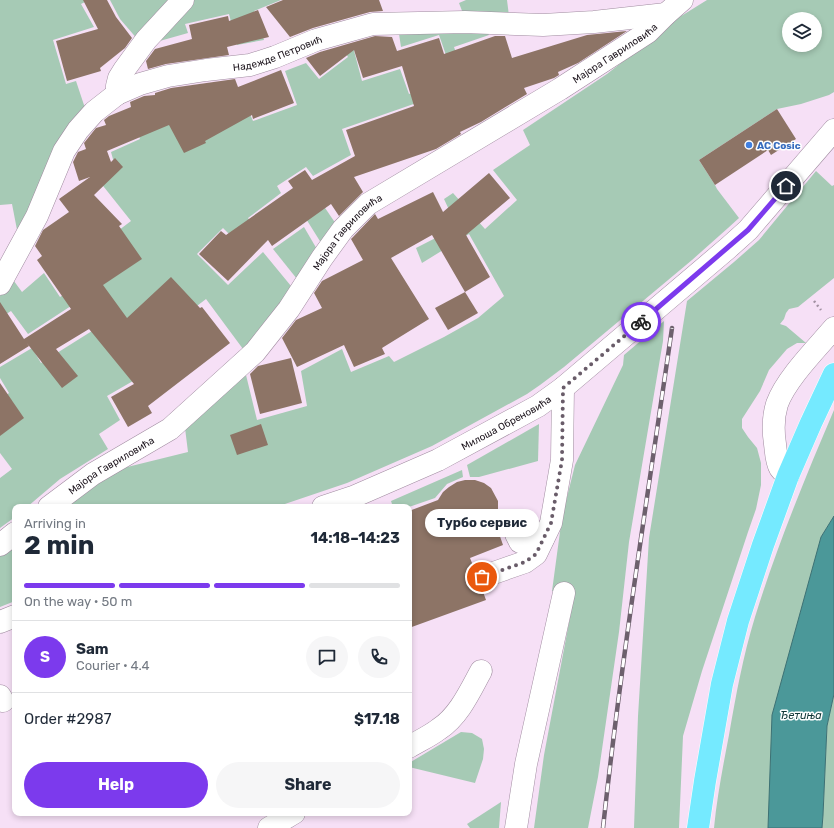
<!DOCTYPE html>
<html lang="en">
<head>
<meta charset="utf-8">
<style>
  :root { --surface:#fff; --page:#f6f6f7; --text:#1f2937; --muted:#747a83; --line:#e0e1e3; --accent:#7c3aed }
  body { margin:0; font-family:Rubik,sans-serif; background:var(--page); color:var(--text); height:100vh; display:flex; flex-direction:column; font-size:15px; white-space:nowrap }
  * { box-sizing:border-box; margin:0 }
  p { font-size:13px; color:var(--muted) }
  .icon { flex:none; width:22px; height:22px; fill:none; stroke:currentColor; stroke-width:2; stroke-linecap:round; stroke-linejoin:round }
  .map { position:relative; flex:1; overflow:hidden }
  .sheet { position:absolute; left:12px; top:504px; width:400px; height:312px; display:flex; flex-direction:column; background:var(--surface); border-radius:8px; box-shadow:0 2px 6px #0003 }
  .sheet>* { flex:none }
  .tools { position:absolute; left:782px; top:12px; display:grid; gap:8px }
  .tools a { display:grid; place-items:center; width:40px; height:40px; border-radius:50%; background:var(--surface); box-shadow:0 2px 6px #0003; font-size:20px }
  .pin { position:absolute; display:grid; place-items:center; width:34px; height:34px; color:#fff; margin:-17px; border:2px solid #fff; border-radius:50%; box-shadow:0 1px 4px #0007 }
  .courier { position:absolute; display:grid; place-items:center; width:40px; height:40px; margin:-20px; border:3px solid #7c3aed; border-radius:50%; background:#fff; color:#222; box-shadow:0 1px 5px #0007 }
  .bubble { position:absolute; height:28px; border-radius:14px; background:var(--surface); box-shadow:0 2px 6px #0003; font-size:13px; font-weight:700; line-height:28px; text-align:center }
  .overview em { font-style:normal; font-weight:700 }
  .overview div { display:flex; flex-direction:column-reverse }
  .overview { display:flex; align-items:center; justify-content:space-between; height:68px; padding:0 12px }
  h1 { font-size:26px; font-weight:700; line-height:30px }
  .bar { display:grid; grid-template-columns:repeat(4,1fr); gap:6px 4px; align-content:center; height:48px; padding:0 12px }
  .bar i { height:5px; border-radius:3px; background:var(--line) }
  .bar .current { background:var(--accent) }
  .bar p { grid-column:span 4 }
  .line { display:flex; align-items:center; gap:10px; padding:0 12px; border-top:1px solid var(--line) }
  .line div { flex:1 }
  .round { display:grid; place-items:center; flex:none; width:42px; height:42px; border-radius:21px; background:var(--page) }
  .action { display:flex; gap:8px; margin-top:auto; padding:8px 12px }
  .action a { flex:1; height:46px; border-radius:24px; background:var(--accent); color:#fff; font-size:16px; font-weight:700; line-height:46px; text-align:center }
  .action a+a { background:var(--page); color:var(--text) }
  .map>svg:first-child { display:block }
  .green { fill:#a6cab5; fill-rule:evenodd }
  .water { fill:#4b9899; stroke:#3d7174 }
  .building { fill:#8d7466 }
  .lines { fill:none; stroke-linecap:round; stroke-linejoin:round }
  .minor-casing { stroke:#a08ca0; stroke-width:23 }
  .major-casing { stroke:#fff; stroke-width:23 }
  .path { stroke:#a291a2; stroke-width:2.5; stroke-dasharray:2 3; stroke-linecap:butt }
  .minor { stroke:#fff; stroke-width:22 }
  .major { stroke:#75eaff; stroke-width:22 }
  .rail-casing { stroke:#6d606d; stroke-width:4.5 }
  .rail { stroke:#fff; stroke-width:3; stroke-dasharray:9; stroke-linecap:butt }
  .done { stroke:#695c69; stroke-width:4; stroke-dasharray:0 7.2 }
  .route { stroke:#7c3aed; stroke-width:5 }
  .shop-dot { fill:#3f7fe0; stroke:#fff; stroke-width:1.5 }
  .labels { text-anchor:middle; stroke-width:3; stroke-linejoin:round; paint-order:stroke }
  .street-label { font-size:10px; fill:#1d151d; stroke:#fff }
  .shop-label { font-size:10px; font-weight:bold; fill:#366cbe; stroke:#fff; text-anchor:start }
  .water-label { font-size:11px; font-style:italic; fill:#113737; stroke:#fff }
</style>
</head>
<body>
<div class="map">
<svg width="834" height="828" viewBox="0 0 834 828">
  <rect width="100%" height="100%" fill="#f6e0f6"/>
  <g class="green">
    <polygon points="0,0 89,0 81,4 94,27 53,40 66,84 76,81 86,111 18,235 12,204 0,205"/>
    <polygon points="110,0 177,0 139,41 120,19"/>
    <polygon points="190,0 281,0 254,11 264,40 237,45 229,14 185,24 188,33 149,44"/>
    <polygon points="466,0 507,0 509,16 464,16 459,3"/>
    <path d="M707,0H834V92L829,95L801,104L777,109L699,160L715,185L717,189L739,218L728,228L692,260L564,367L540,385L527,394L432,446L347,483L276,507H59L107,472L188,452L185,428L246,375L257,420L307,406L301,371L342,349L351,372L389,356L394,362L444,337L478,318L504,296L469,234L422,263L416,248L457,227L444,199L453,193L485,229L517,200L493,170L530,145L523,130L607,74L678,18ZM789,19H815V45H789Z"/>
    <polygon points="486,30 489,35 454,47 477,112 448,92 342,129 351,155 313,176 306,167 277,186 281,193 248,218 258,231 239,244 223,228 197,254 228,285 263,252 291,286 264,328 243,349 206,299 167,329 133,381 107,396 120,420 99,434 108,449 60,479 27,507 15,507 15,517 0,528 0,478 12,469 0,453 0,400 9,393 0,378 0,367 32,348 41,363 92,331 74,304 28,334 11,311 0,318 0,296 11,277 22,292 44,273 60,297 97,273 86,255 131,221 96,177 116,170 111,152 140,139 136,128 242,96 253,121 297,105 285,71 306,63 319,79 348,57 341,46 353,47 362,81 400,69 409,94 454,78 439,35 401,47 399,34"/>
    <polygon points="816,171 832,186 834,185 834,278 798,307 789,309 786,313 784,319 780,324 786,326 806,343 797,343 787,349 769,370 760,391 742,419 742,428 748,437 757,448 761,463 761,485 756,509 748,532 702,671 683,736 679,828 634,828 638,716 649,538 687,301 734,262 759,240"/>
    <polygon points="321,202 338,227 323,246 303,214"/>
    <polygon points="304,227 318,251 297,279 273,249"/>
    <polygon points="664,321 663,341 629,542 619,632 598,777 588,828 534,828 544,755 574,596 552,591 562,517 575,465 623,365 624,355"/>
    <path d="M834,410V516L821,537L769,817L768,828H714C717,797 723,766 729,735C736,695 743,656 755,617C777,546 805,478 834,410Z"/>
    <polygon points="539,424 538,461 479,477 470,477 467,465"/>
    <polygon points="462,470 463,477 447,484 435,498 409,507 393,507 391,501"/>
    <polygon points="15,542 15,601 0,607 0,552"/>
    <polygon points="834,694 834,828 822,828 823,815 827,726"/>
    <polygon points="461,732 472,733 482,739 484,749 483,759 475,783 409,767 409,763"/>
    <polygon points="501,802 499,828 470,828 467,824"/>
  </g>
  <polygon class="water" points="834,516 834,694 827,726 823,815 822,828 768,828 772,715 821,537"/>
  <g class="building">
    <polygon points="83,0 107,0 116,17 132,38 125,48 100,68 101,71 67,81 56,41 98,29"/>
    <polygon points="283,0 379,0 383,11 370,12 313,28 290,37 266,7"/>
    <polygon points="258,10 269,37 227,47 229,55 166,64 148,69 146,61 155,49 192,39 189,25 228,16 229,21"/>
    <polygon points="627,31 578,63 558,72 559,75 554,78 524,88 527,94 481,122 460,132 461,134 436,149 354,177 363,192 339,216 331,204 272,246 268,240 228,281 199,254 221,231 226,235 293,188 288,181 305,170 312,180 355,156 346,130 414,106 402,66 363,78 354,50 320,76 306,58 320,52 375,36 392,37 397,51 439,38 444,54 495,36 505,36 512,58 587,35"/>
    <polygon points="281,70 294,103 253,119 252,115 205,141 206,143 184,153 169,125 107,151 111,162 115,158 123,167 94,195 122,224 119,226 142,259 103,285 127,318 171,277 200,308 202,307 230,343 148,406 152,413 128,427 111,397 134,384 89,329 56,349 78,376 62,388 26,342 29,346 0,364 0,302 24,339 71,309 37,260 42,256 35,246 43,230 69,212 59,199 90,177 79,181 73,162 78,152 86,149 84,143 96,128 106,125 104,120 109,116 131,107 130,102 144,96 155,95 155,93 171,88 235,79 238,87"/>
    <polygon points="777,109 796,139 771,155 768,150 715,185 699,160"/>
    <polygon points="489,173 510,198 466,235 490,277 465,292 432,235 391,258 429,319 382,348 385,354 354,367 344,345 297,367 282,338 296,320 322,308 314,293 322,281 363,260 351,239 353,237 375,214 378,219 433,192 443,212"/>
    <polygon points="465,292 478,313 448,330 435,308"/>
    <polygon points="291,358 302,403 260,414 250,374 258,366"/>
    <polygon points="0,383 24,418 0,436"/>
    <polygon points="261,424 268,445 237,455 230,435"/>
    <polygon points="465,480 475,480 484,483 491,488 498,501 498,509 495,522 503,545 470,558 474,568 470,574 470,581 474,587 479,589 482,589 486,600 409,628 409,511 438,500 443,492 449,487 457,482"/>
  </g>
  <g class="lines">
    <defs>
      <g id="minor">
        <polyline points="117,94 117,86 119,78 124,70 146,40 183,0"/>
        <path id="s1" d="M0,284L37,216L64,151L78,130L94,112L117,94L140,84L168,76L206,70L250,65L275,57L316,40L373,24L465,22L543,25L594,22L666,14"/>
        <path d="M788,476C786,474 782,471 780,468C776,461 776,451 775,444C773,431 773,417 777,404C786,379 816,349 834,328"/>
        <path id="s2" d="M49,507L93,474L170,429L255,352L289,309L322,258L343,229L368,204L560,89L648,32L666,14L682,0"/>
        <path id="s3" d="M323,507L353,497L438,460L538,406L563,388L728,248L748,230L834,130"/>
        <polyline points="516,534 520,542 528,545 543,539"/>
        <polyline points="0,545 15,533"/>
        <polyline points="482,577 525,562 536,554 551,523 562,460 563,388"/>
        <polyline points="0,622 15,616"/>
        <polyline points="0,696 3,701"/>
        <path d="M409,747C419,741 430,736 439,729C459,716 470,691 481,671"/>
        <polyline points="269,828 294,813"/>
        <polyline points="516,828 526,764 564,593"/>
      </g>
      <polyline id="major" points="698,828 705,781 722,684 738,621 763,545 788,476 811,423 834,374"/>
    </defs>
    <use href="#minor" class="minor-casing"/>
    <use href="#major" class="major-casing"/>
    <polyline class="path" points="814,301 821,310"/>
    <use href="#minor" class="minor"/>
    <use href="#major" class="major"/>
    <defs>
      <path id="rail" d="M603,828C621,661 648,494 672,328"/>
    </defs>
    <use href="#rail" class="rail-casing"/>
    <use href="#rail" class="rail"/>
  </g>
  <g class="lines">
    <polyline class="done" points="482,577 525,562 536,554 551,523 562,460 563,388 641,322"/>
    <polyline class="route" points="641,322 748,230 786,186"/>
  </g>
  <circle class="shop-dot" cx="749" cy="145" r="4"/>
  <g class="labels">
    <g class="street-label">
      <text dy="4" stroke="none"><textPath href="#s1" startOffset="393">Надежде Петровић</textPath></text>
      <text dy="4" stroke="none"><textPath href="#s2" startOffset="735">Мајора Гавриловића</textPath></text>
      <text dy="4" stroke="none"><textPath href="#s2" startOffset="411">Мајора Гавриловића</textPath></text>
      <text dy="4" stroke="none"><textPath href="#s3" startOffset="202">Милоша Обреновића</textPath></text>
      <text dy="4" stroke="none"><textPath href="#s2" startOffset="75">Мајора Гавриловића</textPath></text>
    </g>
    <g class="shop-label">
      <text x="757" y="149">AC Cosic</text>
    </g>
    <g class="water-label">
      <text x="801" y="719">Ђетиња</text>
    </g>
  </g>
</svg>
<div class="tools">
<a><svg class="icon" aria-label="layers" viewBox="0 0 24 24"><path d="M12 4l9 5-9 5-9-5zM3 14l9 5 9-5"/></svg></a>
</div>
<div class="pin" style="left:482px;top:577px;background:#ea580c"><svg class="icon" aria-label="bag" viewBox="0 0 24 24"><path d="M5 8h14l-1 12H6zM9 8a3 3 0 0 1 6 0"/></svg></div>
<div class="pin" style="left:786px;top:186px;background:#1f2937"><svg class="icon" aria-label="home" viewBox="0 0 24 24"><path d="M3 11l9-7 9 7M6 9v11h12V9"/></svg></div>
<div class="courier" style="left:641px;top:322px"><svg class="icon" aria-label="bike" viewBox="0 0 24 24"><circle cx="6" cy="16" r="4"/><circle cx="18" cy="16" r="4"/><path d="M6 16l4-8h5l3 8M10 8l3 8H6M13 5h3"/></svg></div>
<div class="bubble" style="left:425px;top:509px;width:114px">Турбо сервис</div>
<section class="sheet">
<div class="overview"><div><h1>2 min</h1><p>Arriving in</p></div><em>14:18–14:23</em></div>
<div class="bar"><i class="current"></i><i class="current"></i><i class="current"></i><i></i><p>On the way · 50 m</p></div>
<div class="line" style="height:72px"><b class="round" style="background:var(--accent);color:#fff">S</b><div><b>Sam</b><p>Courier · 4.4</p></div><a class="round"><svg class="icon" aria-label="chat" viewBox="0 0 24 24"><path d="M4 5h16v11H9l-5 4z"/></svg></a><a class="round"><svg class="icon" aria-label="phone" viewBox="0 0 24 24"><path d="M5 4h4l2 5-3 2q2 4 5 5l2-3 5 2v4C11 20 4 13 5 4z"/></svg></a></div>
<div class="line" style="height:52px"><div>Order #2987</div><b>$17.18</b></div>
<div class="action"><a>Help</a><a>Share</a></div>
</section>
</div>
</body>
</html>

» Task requirements: For each line above that contains the word "body", make a copy.

» Solved problem:
  body { margin:0; font-family:Rubik,sans-serif; background:var(--page); color:var(--text); height:100vh; display:flex; flex-direction:column; font-size:15px; white-space:nowrap }
<body>
</body>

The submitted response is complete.